Overall, 69% of those surveyed felt they could have been signposted to debt advice, with 53% waiting more than a year before seeking debt advice. 


These findings echo those published by the Financial Conduct Authority in June this year, which highlighted the need for firms to be swift to respond to consumers in financial difficulty - particularly in light of the ongoing cost-of-living crisis. 


Off the back of its research, StepChange and Amplified Global have put forward recommendations to the government, industry and regulators designed to address some of the issues raised. 


This includes calling on creditors to simplify communications and give people a clear plan of action by developing measures to evaluate the readability and effectiveness of communications for people in financial difficulty.

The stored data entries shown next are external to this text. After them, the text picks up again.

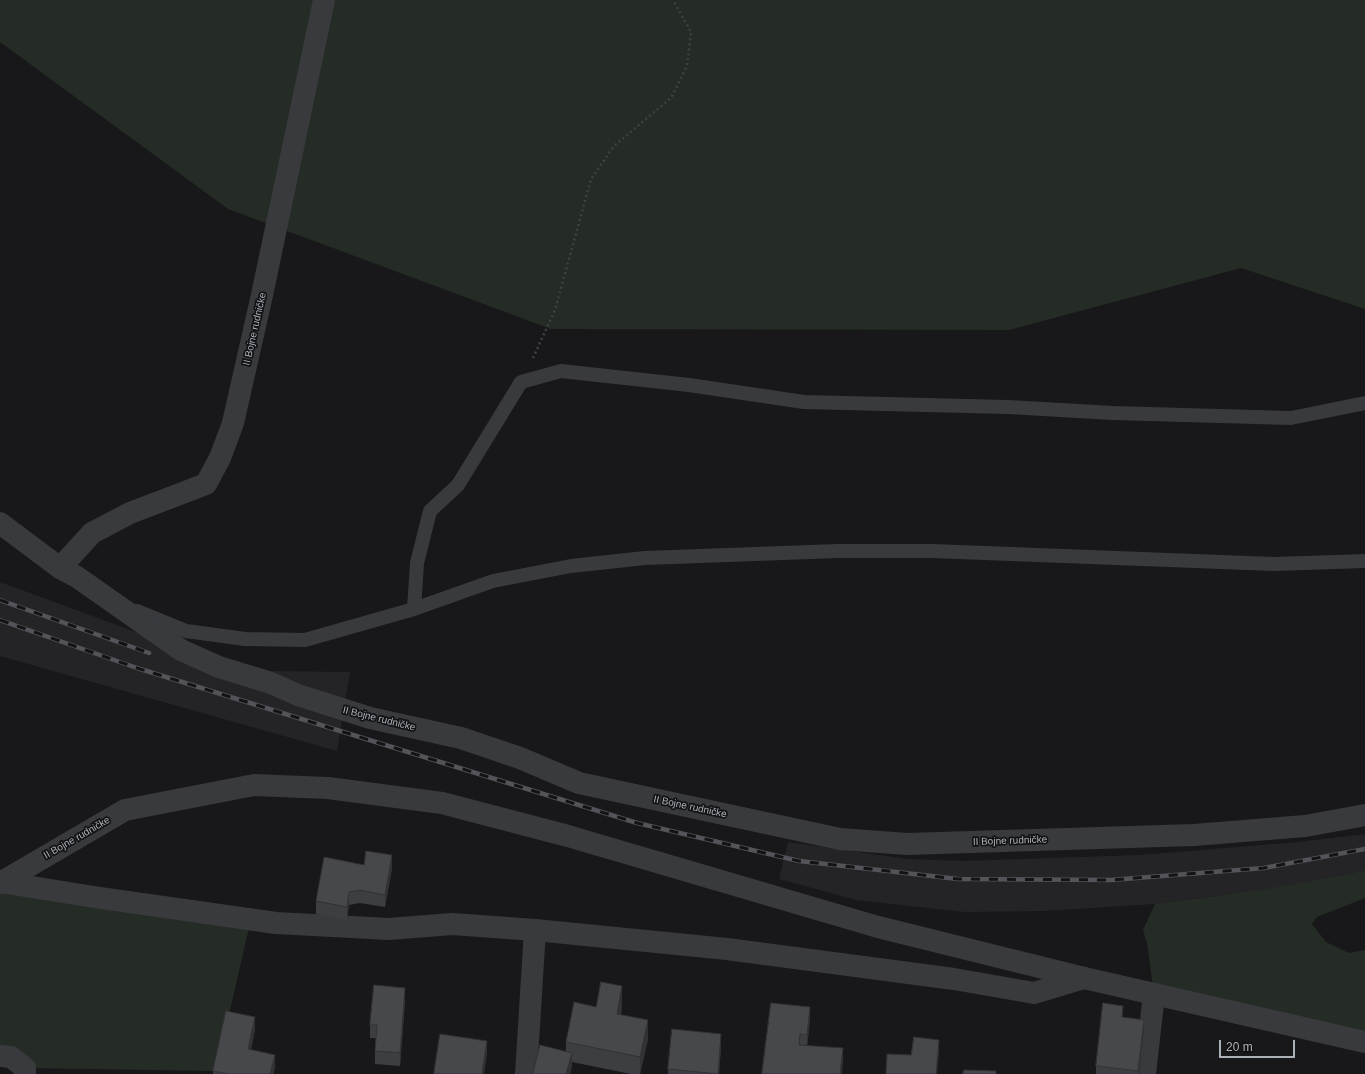 <!DOCTYPE html>
<html>
<head>
<meta charset="utf-8">
<style>
	body { margin:0 }
	#map { position:relative; width:1365px; height:1074px; overflow:hidden; background:#18181a; font-family:Helvetica,sans-serif }
	canvas { display:block }
	.scale { position:absolute; left:1219px; top:1040px; width:76px; height:18px; box-sizing:border-box; border:2px solid #acb0b8; border-top:0; padding-left:5px; font-size:12px; line-height:14px; white-space:nowrap; color:#acb0b8; -webkit-text-stroke:3px #131315; paint-order:stroke }
</style>
</head>
<body>
<div id="map">
<canvas width="1365" height="1074"></canvas>
<div class="scale">20 m</div>
</div>
<script>
const ctx = document.querySelector('canvas').getContext('2d');
ctx.lineJoin = 'round';
function paint(path, color) {
  ctx.fillStyle = color;
  ctx.fill(path, 'evenodd');
}
function stroke(path, color, width, dash) {
  ctx.strokeStyle = color;
  ctx.lineWidth = width;
  ctx.lineCap = dash ? 'butt' : 'round';
  ctx.setLineDash(dash || []);
  ctx.stroke(path);
}
function drawText(font, color, halo, rows, align = 'center') {
  ctx.font = font + ' Helvetica,sans-serif';
  ctx.lineWidth = 3.5;
  ctx.setLineDash([]);
  ctx.textBaseline = 'middle';
  ctx.strokeStyle = halo;
  ctx.fillStyle = color;
  for (const [text, x, y, turn = 0] of rows) {
    ctx.save();
    ctx.translate(x, y);
    ctx.rotate((+turn || 0) * Math.PI / 180);
    ctx.textAlign = isNaN(turn) ? turn : align;
    if (halo) ctx.strokeText(text, 0, 0);
    ctx.fillText(text, 0, 0);
    ctx.restore();
  }
}
paint(new Path2D(`
	M 0,582 L 155,639 L 271,671 L 350,672 L 337,751 L 0,656 Z
	M 1365,834 L 1365,870 L 1316,881 L 1256,891 L 1155,904 L 1044,911 L 965,912 L 856,900 L 779,879 L 788,842 L 907,859 L 964,861 L 1140,855 L 1297,842 Z`), '#242427');
paint(new Path2D(`
	M 0,0 L 1365,0 L 1365,309 L 1241,268 L 1009,330 L 551,329 L 228,209 L 0,42 Z
	M 1365,870 L 1365,898 L 1317,917 L 1312,924 L 1326,942 L 1349,953 L 1365,950 L 1365,1042 L 1154,994 L 1147,944 L 1143,930 L 1155,904 C 1226,895 1295,886 1365,870 Z
	M 0,883 L 251,919 L 216,1071 L 25,1068 L 0,1056 Z`), '#242c25');
stroke(new Path2D(`
	M 533,358 L 555,310 L 591,179 L 614,146 L 671,98 L 687,66 L 691,32 L 673,0`), '#3f4145', 2.5, [2, 3]);
stroke(new Path2D(`
	M 414,609 L 417,563 L 430,511 L 458,485 L 521,382 L 561,371 L 689,385 L 804,402 L 1008,407 L 1113,413 L 1291,418 L 1365,403
	M 137,611 L 186,631 L 245,639 L 305,640 L 414,609 L 493,581 L 571,566 L 645,558 L 838,551 L 932,551 L 1274,564 L 1365,561`), '#393a3e', 14);
stroke(new Path2D(`
	M 0,523 L 60,568 L 77,577 L 181,650 L 219,667 L 271,683 L 298,695 L 370,718 L 461,738 L 520,758 L 579,783 L 840,839 L 907,844 L 1194,835 L 1305,826 L 1365,815
	M 60,568 L 92,533 L 130,513 L 206,484 L 220,458 L 233,423 L 262,295 L 324,0
	M 1,882 L 94,897 L 276,923 L 389,929 L 452,924 L 535,930 L 727,949 L 954,979 L 1034,993 L 1084,978
	M 0,1056 L 11,1057 L 25,1068 L 25,1074
	M 526,1074 L 535,930
	M 1145,1074 L 1154,994`), '#393a3e', 22);
stroke(new Path2D(`
	M 0,883 L 125,810 L 254,785 L 328,788 L 442,803 L 568,836 L 878,927 L 1084,978 L 1365,1042`), '#393a3e', 22);
const rail = new Path2D(`
	M 0,600 L 149,653
	M 0,620 L 137,668 L 637,823 L 799,861 L 958,879 L 1111,880 L 1264,868 L 1365,849`);
stroke(rail, '#535459', 4.5);
stroke(rail, '#131315', 3, [9]);
paint(new Path2D(`
	M 364,865 L 392,868 L 385,907 L 360,903 L 349,905 L 347,920 L 316,914 L 316,901 Z
	M 405,1001 L 400,1066 L 375,1064 L 375,1051 L 376,1038 L 370,1038 L 370,1025 Z
	M 622,1005 L 621,1015 L 648,1039 L 640,1074 L 631,1074 L 572,1062 L 572,1066 L 570,1074 L 533,1074 L 566,1052 L 566,1042 L 596,1007 Z
	M 1123,1017 L 1144,1032 L 1139,1074 L 1096,1074 L 1096,1066 Z
	M 810,1020 L 807,1046 L 843,1061 L 762,1074 Z
	M 255,1030 L 251,1049 L 275,1068 L 273,1074 L 213,1074 L 213,1071 Z
	M 721,1047 L 719,1074 L 668,1074 L 668,1069 Z`), '#3d3e41');
paint(new Path2D(`
	M 392,855 L 392,868 L 385,907 L 385,895 Z
	M 349,892 L 349,905 L 347,920 L 347,907 Z
	M 622,986 L 622,1005 L 617,1033 L 617,1014 Z
	M 405,988 L 405,1001 L 400,1066 L 400,1053 Z
	M 810,1007 L 810,1020 L 807,1048 L 807,1035 Z
	M 255,1017 L 255,1030 L 248,1062 L 248,1049 Z
	M 648,1020 L 648,1039 L 640,1074 L 640,1057 Z
	M 1144,1020 L 1144,1032 L 1139,1074 L 1138,1074 Z
	M 721,1034 L 721,1047 L 719,1074 L 718,1074 Z
	M 939,1040 L 939,1053 L 937,1074 L 936,1074 Z
	M 487,1041 L 487,1054 L 484,1074 L 482,1074 Z
	M 843,1048 L 843,1061 L 842,1074 L 840,1074 Z
	M 572,1053 L 572,1066 L 570,1074 L 566,1074 Z
	M 275,1055 L 275,1068 L 273,1074 L 270,1074 Z`), '#323235');
const building = new Path2D(`
	M 366,851 L 392,855 L 385,895 L 360,890 L 349,892 L 347,907 L 316,901 L 324,857 L 364,865 Z
	M 601,982 L 622,986 L 617,1014 L 648,1020 L 640,1057 L 566,1042 L 574,1002 L 596,1007 Z
	M 374,985 L 405,988 L 400,1053 L 375,1051 L 377,1025 L 370,1025 Z
	M 771,1003 L 810,1007 L 807,1035 L 800,1034 L 799,1045 L 843,1048 L 840,1074 L 762,1074 Z
	M 1103,1003 L 1123,1006 L 1122,1017 L 1144,1020 L 1138,1071 L 1096,1066 Z
	M 226,1011 L 255,1017 L 248,1049 L 275,1055 L 270,1074 L 228,1074 L 213,1071 Z
	M 672,1029 L 721,1034 L 718,1074 L 668,1069 Z
	M 440,1034 L 487,1041 L 482,1074 L 434,1074 Z
	M 914,1037 L 939,1040 L 936,1074 L 886,1074 L 887,1054 L 911,1055 Z
	M 540,1045 L 572,1053 L 566,1074 L 533,1074 Z
	M 964,1070 L 996,1071 L 996,1074 L 963,1074 Z`);
paint(building, '#47484c');
stroke(building, '#323235', 1);
drawText('10px', '#acb0b8', '#131315', [
	["II Bojne rudničke",255,329,-77],
	["II Bojne rudničke",379,719,14],
	["II Bojne rudničke",690,807,12],
	["II Bojne rudničke",77,838,-30],
	["II Bojne rudničke",1010,841,-2]
]);
</script>
</body>
</html>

It’s also asked for firms to simplify and improve the tone and presentation of the text so people feel confident creditors can and will help.


Additionally, it asked for a better and quicker identification process for those in financial difficulty, and to reduce the barriers to help by reviewing the early identification rules and firms’ implementation of them. 


As well as this, it asked for a review of the Consumer Credit Act requirements on creditor communications to ensure content prescribed by legislation and rules does not overwhelm people and lead them to disengage. 


StepChange’s head of policy Peter Tutton said: “These findings are designed to help the advice sector and creditor organisations decide how best we can work together and with regulators on practical steps that would deliver earlier and better identification of financial difficulty and vulnerability, improve the effectiveness of communications and ultimately improve outcomes for customers.


“By developing messaging that focuses on helping people to resolve their situation, empathetic communications that recognise the emotional impact of financial difficulty, and the presentation of a simple, clear plan of action, creditors can ensure better outcomes for more consumers. 


“We hope the experiences outlined in this report will inform further steps by government, industry and regulators to improve the effectiveness of creditor-consumer dialogue and get people to the help they need earlier and with less anxiety.”